How is the estimation of Q-value learned in the experiment? Using the same SAC expert or a separate Q-network on the collected data? It is unclear how it is trained and what data it requires.

It is learned using the same SAC expert on the collected data. We emphasize our method does not require the Q-value estimator be learned in a particular way. One could also train a Q value from demonstrations collected by a human or heuristic control policy in an online setting or using offline RL methods like Conservative Q Learning [1] or preference-based RL methods like Conservative Preference Learning [2] to estimate the Q value from the offline data. We chose SAC because it is straightforward in our environments. We will clarify this in the manuscript. [1]: Conservative Q-Learning for Offline Reinforcement Learning [2]: Contrastive Preference Learning: Learning from Human Feedback without RL

If the estimated Q-value is too optimistic or too pessimistic, how does it affect the performance of shared autonomy?

IA computes an advantage score that is the difference in Q-values between the copilot and pilot. Since we consider only relative differences we are resilient to any biases in the Q-value.

In Reacher, the laggy action doesn’t affect much about the performance, one explanation can be the domain doesn’t require high-precision control, thus less useful when considering shared control.

In Table 1 in our manuscript, the laggy action does degrade performance from 18.8 targets/min to 8.5 targets/min, which is 45% of the initial performance. Given this, we believe the reviewer may have been referring to IDA performance for laggy actions in Reacher. We believe this squares with the intuition that, in Reacher, most of the time laggy actions are not universally bad actions. However, even in this case where IDA offers little assistance we find that IDA is safe to use and does not degrade the laggy pilot’s performance. In Lunar Lander, where laggy actions can be more detrimental, IDA more significantly increases performance.

The experiments are done with simulated experts, even in real human experiments. In the real world, some domains do not have such simulated/RL experts. How the method transfers or applies to those domains when no simulated/RL is available is not clear.

We wish to clarify that there is no explicit need in our methodology to use simulated experts. Simulated experts were easily trainable for our environments so we made the choice to use them. We follow the methods of Yoneda et al., 2023 which used simulated experts due to computational ease, however, they could have been trained from demonstration data without a simulated RL expert. Depending on the use case, demonstration data collected from real humans, a heuristic control policy, simulated experts, or a combination of the three are all reasonable options for obtaining a Q-value estimator. We will clarify this in the manuscript.

评论

I thank the authors for the response and the additional experiments. They addressed my concerns, I'll raise my score accordingly.

评论

Thank you again for your time and attention in reviewing our manuscript. We are grateful for your comments and the suggestion to compare to Tan et al., 2022 and believe this has lead to a strengthened manuscript.

作者回复

We thank all the reviewers for their attention and thoughtful comments. We believe this has helped lead to a cleaner and improved manuscript.

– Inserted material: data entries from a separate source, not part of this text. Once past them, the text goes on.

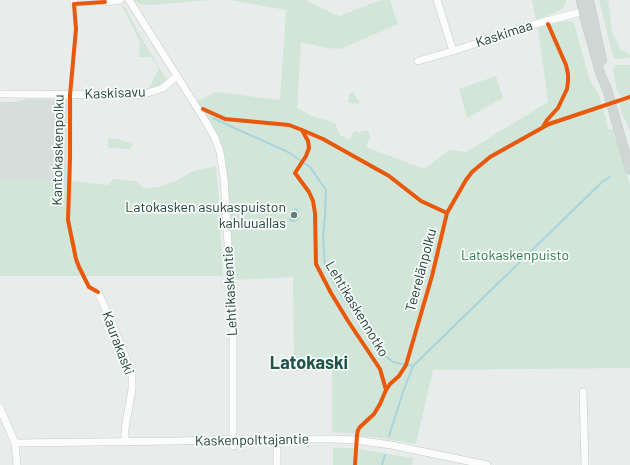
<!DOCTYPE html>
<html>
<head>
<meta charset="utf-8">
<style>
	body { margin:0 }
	canvas { display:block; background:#e8edeb }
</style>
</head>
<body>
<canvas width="630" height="465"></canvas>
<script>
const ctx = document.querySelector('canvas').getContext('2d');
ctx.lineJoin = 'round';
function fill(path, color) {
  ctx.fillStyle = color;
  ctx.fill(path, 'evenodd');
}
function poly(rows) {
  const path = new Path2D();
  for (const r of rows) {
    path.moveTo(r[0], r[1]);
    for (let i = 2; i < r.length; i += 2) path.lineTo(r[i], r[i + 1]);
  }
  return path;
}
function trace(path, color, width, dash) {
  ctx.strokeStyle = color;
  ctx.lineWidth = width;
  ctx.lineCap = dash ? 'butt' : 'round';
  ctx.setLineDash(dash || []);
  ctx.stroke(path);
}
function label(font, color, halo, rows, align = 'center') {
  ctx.font = font + ' Barlow,sans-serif';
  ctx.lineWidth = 3.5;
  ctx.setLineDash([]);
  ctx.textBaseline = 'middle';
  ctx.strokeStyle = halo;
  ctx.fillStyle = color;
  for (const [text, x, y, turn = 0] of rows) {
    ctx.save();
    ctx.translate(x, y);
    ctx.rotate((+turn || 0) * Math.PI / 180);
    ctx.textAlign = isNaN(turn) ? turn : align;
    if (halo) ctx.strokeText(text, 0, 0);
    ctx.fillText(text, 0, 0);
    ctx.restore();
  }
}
const built = poly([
	[28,99,67,100,66,180,0,180,0,102,15,102]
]);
const green = poly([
	[134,0,212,0,151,5,138,4,137,1,135,2],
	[230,0,305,0,339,16,381,0,390,0,398,24,341,49,326,48,301,42,297,108,312,116,335,123,340,135,350,140,354,131,360,133,362,131,366,131,368,130,371,139,369,140,366,147,424,169,449,150,466,152,548,102,538,28,553,23,570,21,574,23,589,78,599,95,606,119,608,129,613,129,630,185,630,368,433,370,416,444,373,437,357,436,357,434,332,432,332,371,294,371,293,277,235,280,234,272,232,267,226,171,223,154,195,102,216,92,280,100,286,10],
	[532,0,566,0,566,2,563,8,561,10,536,20],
	[599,0,610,0,608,1,612,32,620,49,630,55,630,58,615,59,613,57],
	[121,4,125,7,141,37,167,80,154,89,149,90,148,88,150,86,159,68,151,57,139,57,140,42],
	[616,65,630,65,630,95,622,97,617,92,613,70],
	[496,76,503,98,467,118,459,89],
	[115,89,143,89,143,91,115,92],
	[354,92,356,98,360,102,359,104,348,103,349,95,350,93],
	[67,100,73,100,72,181,108,185,113,179,136,181,143,188,158,187,176,181,193,171,216,166,219,200,223,276,0,276,0,180,66,180],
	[630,100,630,131,621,112,619,103],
	[109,138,119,139,130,143,133,145,130,149,109,148,107,145],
	[333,448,353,448,413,458,412,465,333,465]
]);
const water = poly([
	[296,208,299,211,299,218,295,222,291,222,289,220,289,216,292,210]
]);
const stream = poly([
	[213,118,230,126,288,152,310,167,326,190,325,216,323,237,325,266,343,298,384,355,393,362,413,366],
	[389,436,403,392,413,366,602,182,610,177],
	[382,465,385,455]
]);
const minor = poly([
	[74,0,74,4],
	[129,0,206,122,215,138,220,152,224,178,233,328,233,446],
	[437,0,453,51],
	[105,2,120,0],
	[418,61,453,51,535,24,588,10],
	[0,94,141,95,163,88,177,76],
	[98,292,116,333,132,374,132,389,125,429,125,442],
	[583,392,585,465],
	[0,408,15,443,17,465],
	[277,439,277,465],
	[15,443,179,441,233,439,333,439,356,440,391,445,487,465]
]);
const major = poly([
	[581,0,583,12,601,76,607,89,630,170],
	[589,0,602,60]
]);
const cycleway = poly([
	[203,109,225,119,289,125,302,130,323,139,389,176,421,201,447,213],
	[543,127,547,120,558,108,567,89,568,82,568,74,566,65,548,24],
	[302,130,308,141,309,148,306,156,295,173,309,192,313,201,315,213,316,264,331,293,348,321,380,369,386,390],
	[98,292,89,287,79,267,76,259,68,220,70,158,70,95,76,29,74,4,105,2],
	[355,465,357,435,358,430,360,427,374,414,380,404,386,390,390,384,399,376,406,365,432,276,447,213,466,180,472,172,490,157,549,124,630,97]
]);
const markers = [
	[294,215,4,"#697e78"]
];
const streetNames = [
	["Kaskimaa",504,34,-18],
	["Kaskisavu",115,93,-2],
	["Kantokaskenpolku",58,150,-89],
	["Teerelänpolku",421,270,-75],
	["Lehtikaskentie",230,291,-93],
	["Lehtikaskennotko",357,309,59],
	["Kaurakaski",118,343,69],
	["Kaskenpolttajantie",252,440,-1]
];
const poiNames = [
	["Latokasken asukaspuiston",286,207],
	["kahluuallas",286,223]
];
const parkNames = [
	["Latokaskenpuisto",515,255]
];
const districtNames = [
	["Latokaski",309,363]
];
fill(built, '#d6dedb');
fill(green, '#d1e6d8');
fill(water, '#a9d4db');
trace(stream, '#a9d4db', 2);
trace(minor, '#c5cac8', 8);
trace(major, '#c3ccc9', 10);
trace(minor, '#fcfcfc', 7);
trace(major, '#cfd7d5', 9);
trace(cycleway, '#e8590c', 4);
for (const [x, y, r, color] of markers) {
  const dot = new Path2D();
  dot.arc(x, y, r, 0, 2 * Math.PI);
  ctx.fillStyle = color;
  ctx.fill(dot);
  trace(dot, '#f7fbf9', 1.5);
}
label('14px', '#24423a', '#f7fbf9', streetNames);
label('14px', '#24423a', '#f7fbf9', poiNames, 'right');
label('14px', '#2d7a4b', '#f7fbf9', parkNames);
label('bold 18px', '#1f5548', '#f7fbf9', districtNames);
</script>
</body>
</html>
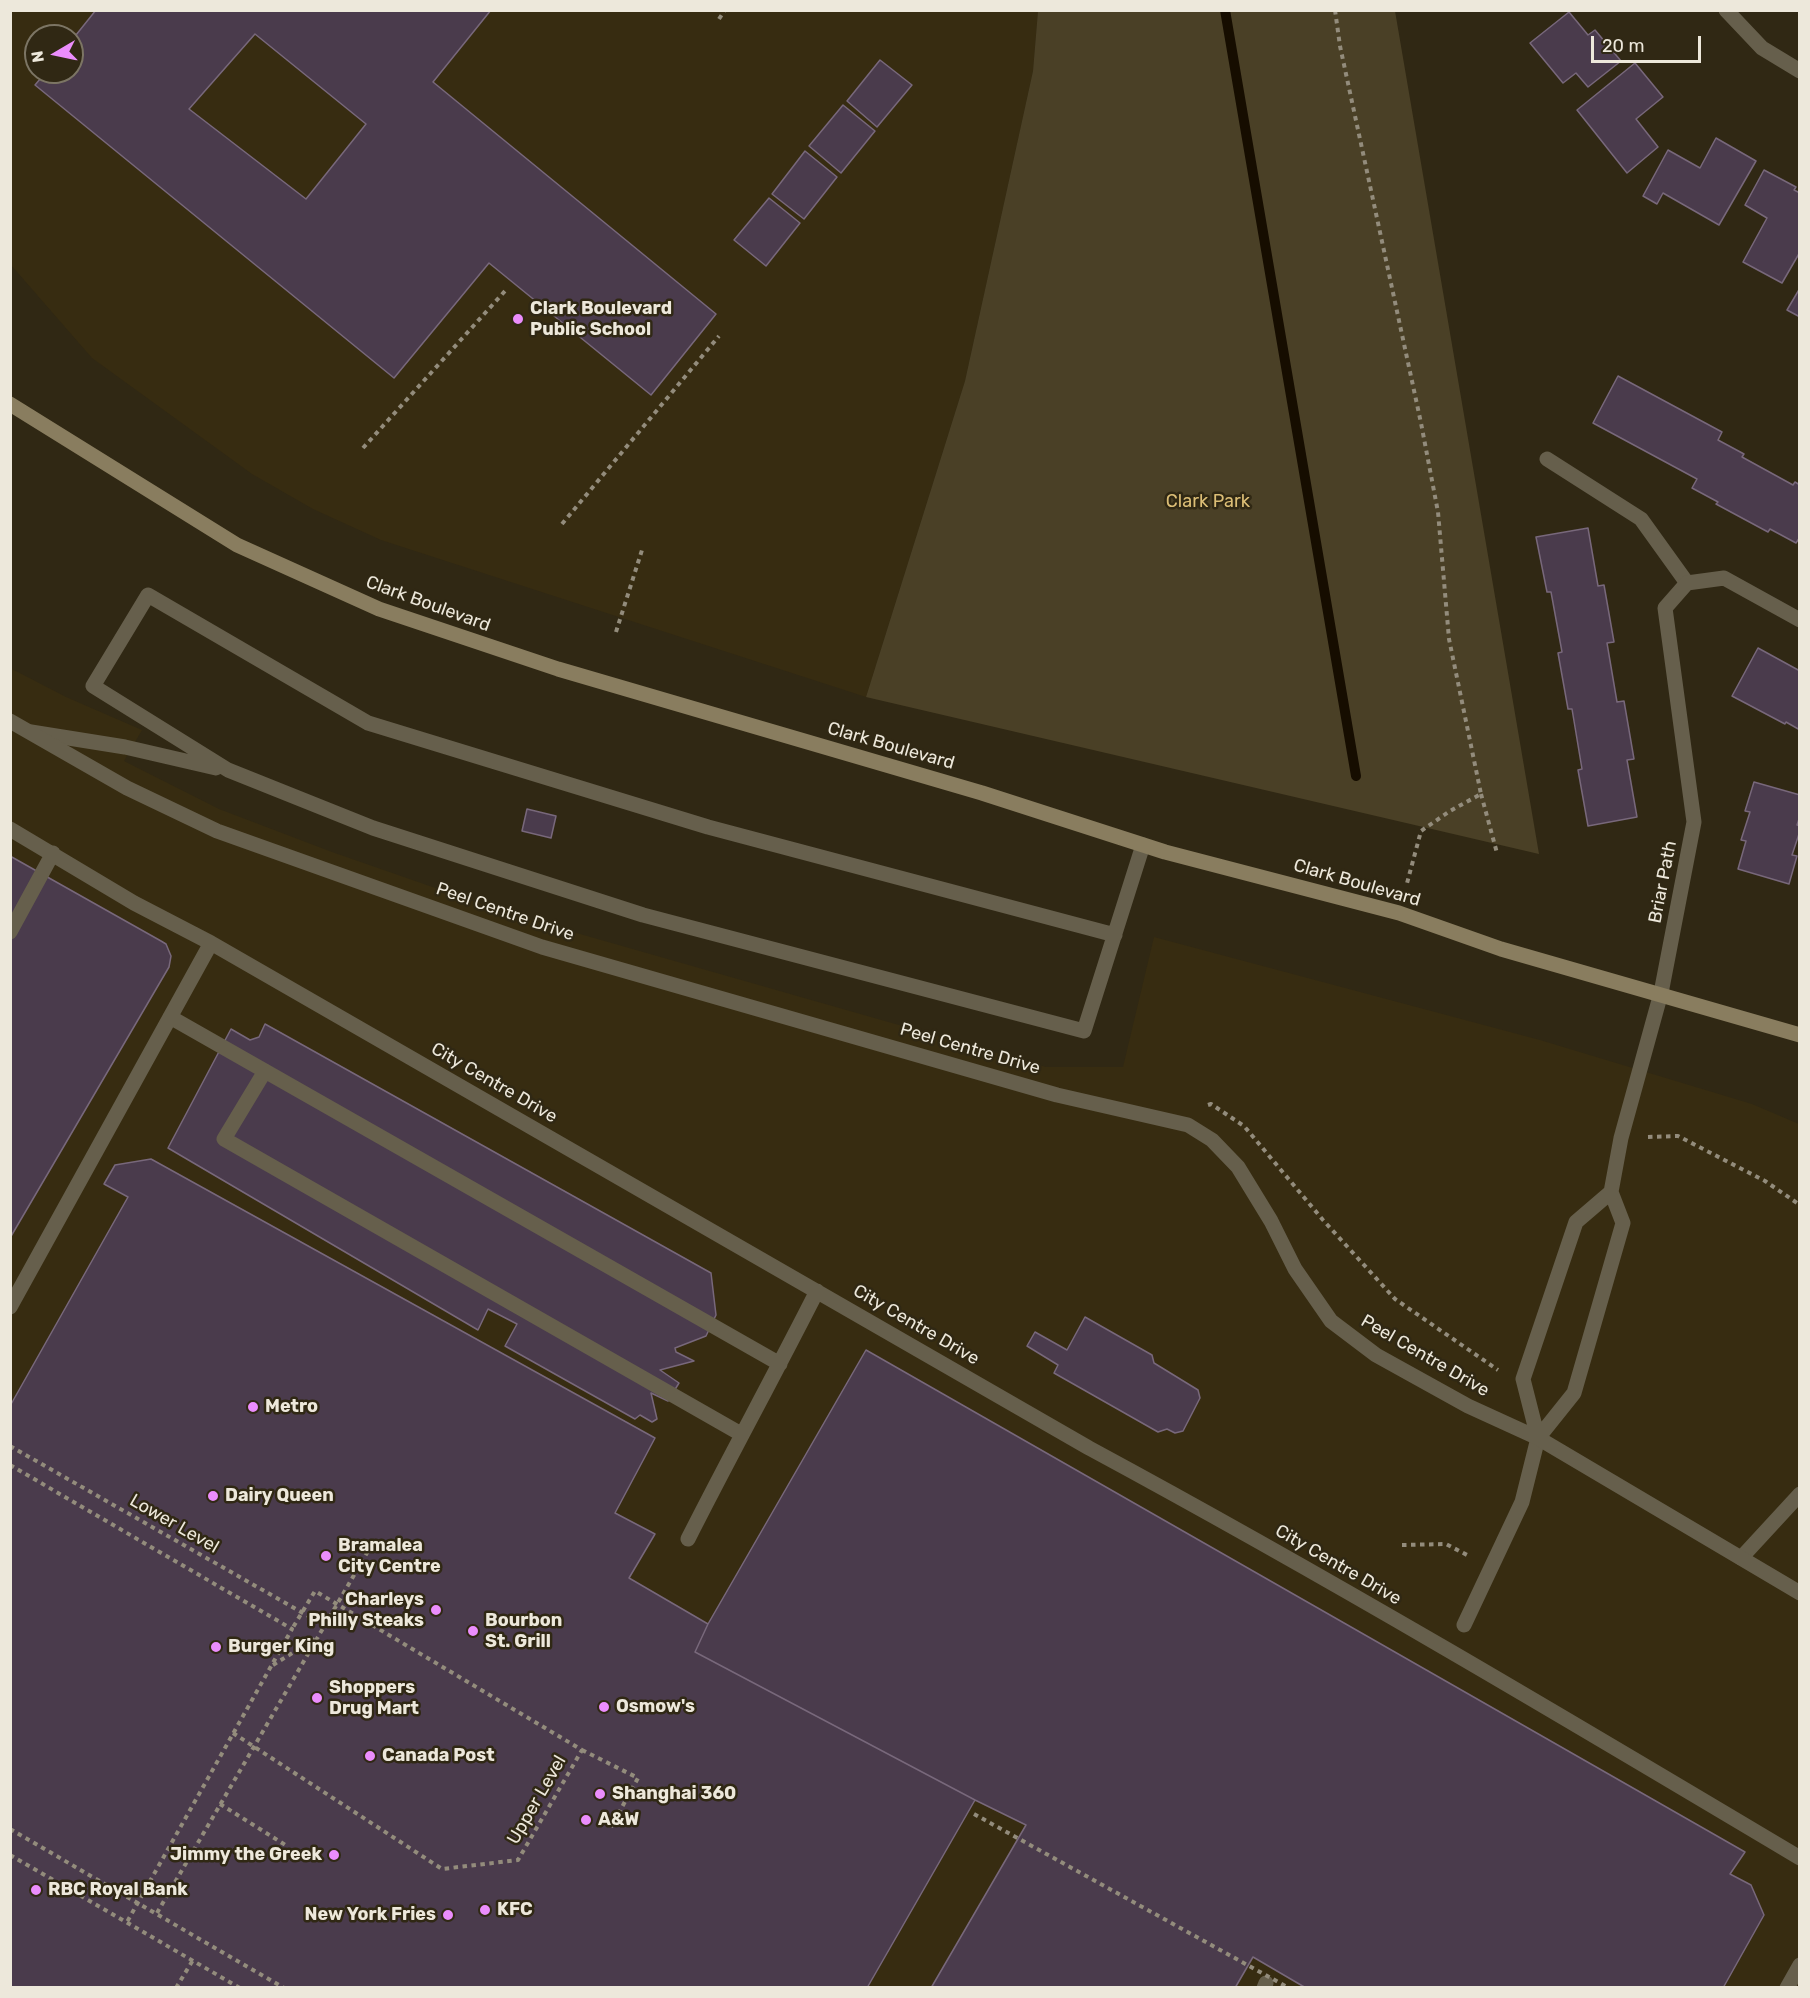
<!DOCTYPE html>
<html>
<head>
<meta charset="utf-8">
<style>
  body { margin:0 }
  #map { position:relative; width:1810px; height:1998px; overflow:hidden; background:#302814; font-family:Rubik,sans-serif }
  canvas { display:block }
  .frame { position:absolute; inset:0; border:12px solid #ede8db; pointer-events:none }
  .north { position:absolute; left:24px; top:24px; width:60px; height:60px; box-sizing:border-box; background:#302814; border:2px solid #7c7564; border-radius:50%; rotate:261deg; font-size:16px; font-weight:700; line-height:24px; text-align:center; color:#ede8db }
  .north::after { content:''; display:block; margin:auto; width:21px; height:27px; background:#eb8dfc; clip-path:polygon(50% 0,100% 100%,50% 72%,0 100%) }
  .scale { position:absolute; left:1591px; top:36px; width:110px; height:27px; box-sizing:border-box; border:3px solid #ede8db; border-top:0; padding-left:8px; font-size:18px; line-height:21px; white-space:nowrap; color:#ede8db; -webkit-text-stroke:4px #302814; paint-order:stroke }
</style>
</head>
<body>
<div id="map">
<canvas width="1810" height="1998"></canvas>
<div class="frame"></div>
<div class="north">N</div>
<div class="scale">20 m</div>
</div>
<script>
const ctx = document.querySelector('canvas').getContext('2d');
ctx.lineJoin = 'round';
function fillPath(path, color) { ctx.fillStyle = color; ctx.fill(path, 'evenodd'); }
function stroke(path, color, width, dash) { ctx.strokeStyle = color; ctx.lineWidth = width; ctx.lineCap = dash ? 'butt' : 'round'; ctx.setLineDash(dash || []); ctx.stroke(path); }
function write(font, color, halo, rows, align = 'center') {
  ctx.font = font + ' Rubik,sans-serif'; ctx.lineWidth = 5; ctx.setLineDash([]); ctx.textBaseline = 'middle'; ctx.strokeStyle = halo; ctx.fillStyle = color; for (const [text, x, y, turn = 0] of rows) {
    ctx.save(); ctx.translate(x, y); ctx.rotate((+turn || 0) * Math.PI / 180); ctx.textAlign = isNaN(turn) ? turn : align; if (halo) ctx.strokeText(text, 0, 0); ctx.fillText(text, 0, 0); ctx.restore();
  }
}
const built = new Path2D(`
  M11,11H1038L1033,71L965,381L866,697L381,540L313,509L252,474L92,358L11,265ZM36,36H72V72H36Z
  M10,668L66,697L142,730L124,761L219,809L332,852L510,914L1046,1067H1123L1154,937L1540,1040L1752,1104L1799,1124V1987H11Z`);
const green = new Path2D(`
  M1038,11H1395L1539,854L866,697L965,381L1033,71Z`);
const stream = new Path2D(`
  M1225,10L1356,776`);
const building = new Path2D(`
  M96,10H491L433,82L716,314L651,395L489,263L394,378L35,85L46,72H72V40ZM255,34L366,124L306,199L189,109Z
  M1569,12L1588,35L1595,30L1621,61L1588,87L1576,73L1563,83L1530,43Z
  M880,60L912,85L877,127L847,101Z
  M1635,63L1663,97L1636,119L1658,147L1627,173L1577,110Z
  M843,105L875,131L841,173L809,146Z
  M1716,138L1756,161L1719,225L1663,193L1657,204L1643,196L1668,150L1700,168Z
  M805,151L837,177L804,219L772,194Z
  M1764,170L1796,187L1794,190L1800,193V252L1782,283L1743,262L1767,218L1745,205Z
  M769,198L800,223L766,266L734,240Z
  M1800,288V317L1787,310Z
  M1618,376L1722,432L1718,440L1744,454L1742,457L1793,485L1795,482L1800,485V537L1796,543L1770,529L1768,532L1716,504L1718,502L1692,488L1697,479L1593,423Z
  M1588,528L1598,586L1604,585L1614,642L1607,643L1617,702L1624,701L1634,759L1627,760L1637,817L1588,826L1578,770L1582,769L1572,709H1568L1558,653L1562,652L1551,592H1547L1536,537Z
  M1758,648L1800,671V730L1786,722L1785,724L1732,696Z
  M1754,782L1800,795V816L1797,825L1800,826V831L1792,855L1797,856L1789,884L1738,869L1746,841L1741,840L1750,812L1745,811Z
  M527,809L556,816L551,838L522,831Z
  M10,856L161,941L166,944L171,956L169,967L10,1238Z
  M265,1024L711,1273L716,1315L706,1336L675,1348L676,1352L694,1361L660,1370L679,1383L668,1401L651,1393L657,1419L652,1422L640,1415L635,1419L505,1346L517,1324L488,1309L478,1330L168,1148L231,1029L250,1040L259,1037Z
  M151,1159L655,1438L615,1513L655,1534L629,1578L708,1624L695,1652L975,1800L867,1988H10V1406L128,1197L104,1184L115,1165Z
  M1085,1317L1152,1355L1154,1363L1198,1390L1200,1398L1183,1431L1175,1433L1167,1429L1158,1432L1054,1373L1058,1365L1027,1346L1035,1332L1067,1350Z
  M866,1350L1745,1852L1730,1874L1751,1885L1764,1915L1723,1988H1306L1253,1957L1235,1988H931L1026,1825L975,1800L695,1652L708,1624Z`);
const path = new Path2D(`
  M1335,10L1340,46L1421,423L1438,512L1449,639L1481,794L1450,811L1421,831L1406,887
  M719,19L725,10
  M363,448L505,291
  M562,524L719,336
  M616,632L642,550
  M1481,794L1497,853
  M1208,1105L1211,1104L1244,1126L1323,1220L1395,1299L1498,1370
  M1648,1137L1678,1136L1765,1181L1800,1205
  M10,1446L324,1625
  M10,1465L292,1629L127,1922
  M1402,1545L1446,1544L1469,1556
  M273,1665L315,1639
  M233,1733L442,1869L518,1860L582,1750L315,1591L292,1629
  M582,1750L638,1778L611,1827
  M220,1804L287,1846
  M10,1829L284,1988
  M10,1855L240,1988
  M157,1913L371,1546
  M176,1988L193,1960`);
const lane = new Path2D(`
  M1547,459L1641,519L1687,583
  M31,732L125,747L216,768
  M10,829L134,903L211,943L1089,1448C1330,1578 1565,1718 1800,1858
  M10,932L53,853
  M1115,935L708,827L368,723L148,595L93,686L228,770L373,828L643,915L1084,1031C1104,969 1123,907 1143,845
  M170,1017L780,1364
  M265,1071L224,1139L741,1434
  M10,1307L211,943
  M688,1539C730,1456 775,1374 817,1291
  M1741,1558L1800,1494
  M1464,1625L1522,1502L1538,1438
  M1264,1988L1266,1983`);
const street = new Path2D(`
  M1726,10L1762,48L1800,71
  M10,721L127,788L217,831L542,947L1057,1095L1188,1125L1212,1140L1238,1167L1271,1221L1295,1269L1331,1321L1376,1355L1468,1406L1538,1438L1800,1593
  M1538,1438L1574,1393L1623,1223L1611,1192L1621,1138L1661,993L1694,822L1665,608L1687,583L1724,578L1800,620
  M1538,1438L1523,1379L1576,1222L1611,1192
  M1787,1988L1800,1965`);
const secondary = new Path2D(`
  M10,404L237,545L379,609L558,669L982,793L1165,852L1399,913L1501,949L1800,1035`);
const pathBridge = new Path2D(`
  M974,1814L1289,1988`);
const markers = [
  [518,319,6,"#eb8dfc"],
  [253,1407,6,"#eb8dfc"],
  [213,1496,6,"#eb8dfc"],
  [326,1556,6,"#eb8dfc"],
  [436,1610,6,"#eb8dfc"],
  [473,1631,6,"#eb8dfc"],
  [216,1647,6,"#eb8dfc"],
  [317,1698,6,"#eb8dfc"],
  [604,1707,6,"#eb8dfc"],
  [370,1756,6,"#eb8dfc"],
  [600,1794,6,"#eb8dfc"],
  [586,1820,6,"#eb8dfc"],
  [334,1855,6,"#eb8dfc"],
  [36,1890,6,"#eb8dfc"],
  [485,1910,6,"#eb8dfc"],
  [448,1915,6,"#eb8dfc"]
];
const poiNames = [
  ["Clark Boulevard",530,309],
  ["Public School",530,330],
  ["Metro",265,1407],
  ["Dairy Queen",225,1496],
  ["Bramalea",338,1546],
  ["City Centre",338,1567],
  ["Charleys",424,1600,"right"],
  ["Philly Steaks",424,1621,"right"],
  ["Bourbon",485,1621],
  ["St. Grill",485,1642],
  ["Burger King",228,1647],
  ["Shoppers",329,1688],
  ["Drug Mart",329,1709],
  ["Osmow's",616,1707],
  ["Canada Post",382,1756],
  ["Shanghai 360",612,1794],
  ["A&W",598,1820],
  ["Jimmy the Greek",322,1855,"right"],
  ["RBC Royal Bank",48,1890],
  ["KFC",497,1910],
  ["New York Fries",436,1915,"right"]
];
const parkNames = [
  ["Clark Park",1208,502]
];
const streetNames = [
  ["Clark Boulevard",428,604,20],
  ["Clark Boulevard",891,746,16],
  ["Briar Path",1663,882,-79],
  ["Clark Boulevard",1357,883,16],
  ["Peel Centre Drive",505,912,19],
  ["Peel Centre Drive",970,1049,16],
  ["City Centre Drive",494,1083,30],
  ["City Centre Drive",916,1325,30],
  ["Peel Centre Drive",1425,1356,30],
  ["Lower Level",174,1524,30],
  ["City Centre Drive",1338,1565,30],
  ["Upper Level",537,1800,-60]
];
fillPath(built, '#372c11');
fillPath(green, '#4a4026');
stroke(stream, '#160d00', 10);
fillPath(building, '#4a3b4c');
stroke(building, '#78687b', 1.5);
stroke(path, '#938c7c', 4, [4.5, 4.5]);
stroke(lane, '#665f4c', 15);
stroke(street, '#665f4c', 15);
stroke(secondary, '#897d5f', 15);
stroke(pathBridge, '#938c7c', 4, [4.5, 4.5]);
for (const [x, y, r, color] of markers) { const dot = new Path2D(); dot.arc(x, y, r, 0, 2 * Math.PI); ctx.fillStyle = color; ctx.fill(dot); stroke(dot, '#302814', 2); }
write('bold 18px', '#ede8db', '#302814', poiNames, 'left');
write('18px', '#dcbe76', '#302814', parkNames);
write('18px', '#ede8db', '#302814', streetNames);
</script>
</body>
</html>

We have responded to each of the reviewer's comments individually. Please see the attached pdf for tables and a figure that we refer to in reviewer-specific responses.

We do wish to highlight here that we have performed two additional experiments:

  1. We have added baselines from Reddy et al., 2018 and Tan et al., 2022 and compared them to IA in Lunar Lander and shown that IA is always the highest performing.

  2. We have conducted additional experiments in the Reacher environment where the goal space is different between training and inference time (domain shift) or unknown at inference time (faux goals).

Both of these additional results will be updated in our manuscript.

最终决定

This paper introduces a novel and effective method for the value-based intervention system. The experimental validation confirms the main claims. The submission is clearly written and organized. Moreover, the human study shows that human subjects prefer the proposed method.